Dataset excerpts
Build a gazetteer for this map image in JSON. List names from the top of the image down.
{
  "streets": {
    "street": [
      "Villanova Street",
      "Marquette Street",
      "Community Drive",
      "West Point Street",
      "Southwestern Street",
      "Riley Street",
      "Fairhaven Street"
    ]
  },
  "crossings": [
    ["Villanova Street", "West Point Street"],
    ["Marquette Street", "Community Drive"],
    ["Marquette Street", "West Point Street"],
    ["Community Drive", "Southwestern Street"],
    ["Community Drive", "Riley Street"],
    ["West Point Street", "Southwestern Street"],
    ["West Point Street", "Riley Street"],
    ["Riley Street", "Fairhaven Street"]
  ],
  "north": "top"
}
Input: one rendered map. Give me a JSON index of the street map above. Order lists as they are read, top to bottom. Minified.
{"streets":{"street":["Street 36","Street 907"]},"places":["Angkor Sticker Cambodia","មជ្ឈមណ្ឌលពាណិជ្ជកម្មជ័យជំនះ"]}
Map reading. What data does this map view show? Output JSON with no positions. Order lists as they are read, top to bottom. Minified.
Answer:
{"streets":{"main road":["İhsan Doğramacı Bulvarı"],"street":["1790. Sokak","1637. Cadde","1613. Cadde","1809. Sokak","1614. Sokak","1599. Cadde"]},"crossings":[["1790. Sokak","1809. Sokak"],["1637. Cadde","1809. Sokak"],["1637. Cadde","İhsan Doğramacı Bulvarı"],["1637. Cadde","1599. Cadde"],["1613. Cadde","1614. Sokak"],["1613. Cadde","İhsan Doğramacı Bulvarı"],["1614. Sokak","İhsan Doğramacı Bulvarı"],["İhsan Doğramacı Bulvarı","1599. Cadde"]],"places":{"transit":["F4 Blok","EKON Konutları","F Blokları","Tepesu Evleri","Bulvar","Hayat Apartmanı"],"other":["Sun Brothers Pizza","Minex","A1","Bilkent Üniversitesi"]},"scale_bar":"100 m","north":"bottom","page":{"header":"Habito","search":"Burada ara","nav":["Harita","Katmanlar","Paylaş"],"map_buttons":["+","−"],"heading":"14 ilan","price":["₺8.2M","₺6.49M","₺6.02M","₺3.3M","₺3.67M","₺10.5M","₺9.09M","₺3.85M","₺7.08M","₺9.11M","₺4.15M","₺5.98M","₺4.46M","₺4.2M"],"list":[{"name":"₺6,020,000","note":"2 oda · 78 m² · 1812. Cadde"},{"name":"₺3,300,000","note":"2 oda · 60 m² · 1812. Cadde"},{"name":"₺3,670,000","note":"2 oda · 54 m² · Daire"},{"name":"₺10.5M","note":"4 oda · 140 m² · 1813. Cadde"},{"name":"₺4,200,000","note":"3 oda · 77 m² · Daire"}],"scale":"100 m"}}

Exercise objective: Print out the complete data above, character for character.

Your solution:
Build a gazetteer for this map image in JSON. List names from the top of the image down.
{
  "streets": {
    "street": [
      "Villanova Street",
      "Marquette Street",
      "Community Drive",
      "West Point Street",
      "Southwestern Street",
      "Riley Street",
      "Fairhaven Street"
    ]
  },
  "crossings": [
    ["Villanova Street", "West Point Street"],
    ["Marquette Street", "Community Drive"],
    ["Marquette Street", "West Point Street"],
    ["Community Drive", "Southwestern Street"],
    ["Community Drive", "Riley Street"],
    ["West Point Street", "Southwestern Street"],
    ["West Point Street", "Riley Street"],
    ["Riley Street", "Fairhaven Street"]
  ],
  "north": "top"
}
Input: one rendered map. Give me a JSON index of the street map above. Order lists as they are read, top to bottom. Minified.
{"streets":{"street":["Street 36","Street 907"]},"places":["Angkor Sticker Cambodia","មជ្ឈមណ្ឌលពាណិជ្ជកម្មជ័យជំនះ"]}
Map reading. What data does this map view show? Output JSON with no positions. Order lists as they are read, top to bottom. Minified.
Answer:
{"streets":{"main road":["İhsan Doğramacı Bulvarı"],"street":["1790. Sokak","1637. Cadde","1613. Cadde","1809. Sokak","1614. Sokak","1599. Cadde"]},"crossings":[["1790. Sokak","1809. Sokak"],["1637. Cadde","1809. Sokak"],["1637. Cadde","İhsan Doğramacı Bulvarı"],["1637. Cadde","1599. Cadde"],["1613. Cadde","1614. Sokak"],["1613. Cadde","İhsan Doğramacı Bulvarı"],["1614. Sokak","İhsan Doğramacı Bulvarı"],["İhsan Doğramacı Bulvarı","1599. Cadde"]],"places":{"transit":["F4 Blok","EKON Konutları","F Blokları","Tepesu Evleri","Bulvar","Hayat Apartmanı"],"other":["Sun Brothers Pizza","Minex","A1","Bilkent Üniversitesi"]},"scale_bar":"100 m","north":"bottom","page":{"header":"Habito","search":"Burada ara","nav":["Harita","Katmanlar","Paylaş"],"map_buttons":["+","−"],"heading":"14 ilan","price":["₺8.2M","₺6.49M","₺6.02M","₺3.3M","₺3.67M","₺10.5M","₺9.09M","₺3.85M","₺7.08M","₺9.11M","₺4.15M","₺5.98M","₺4.46M","₺4.2M"],"list":[{"name":"₺6,020,000","note":"2 oda · 78 m² · 1812. Cadde"},{"name":"₺3,300,000","note":"2 oda · 60 m² · 1812. Cadde"},{"name":"₺3,670,000","note":"2 oda · 54 m² · Daire"},{"name":"₺10.5M","note":"4 oda · 140 m² · 1813. Cadde"},{"name":"₺4,200,000","note":"3 oda · 77 m² · Daire"}],"scale":"100 m"}}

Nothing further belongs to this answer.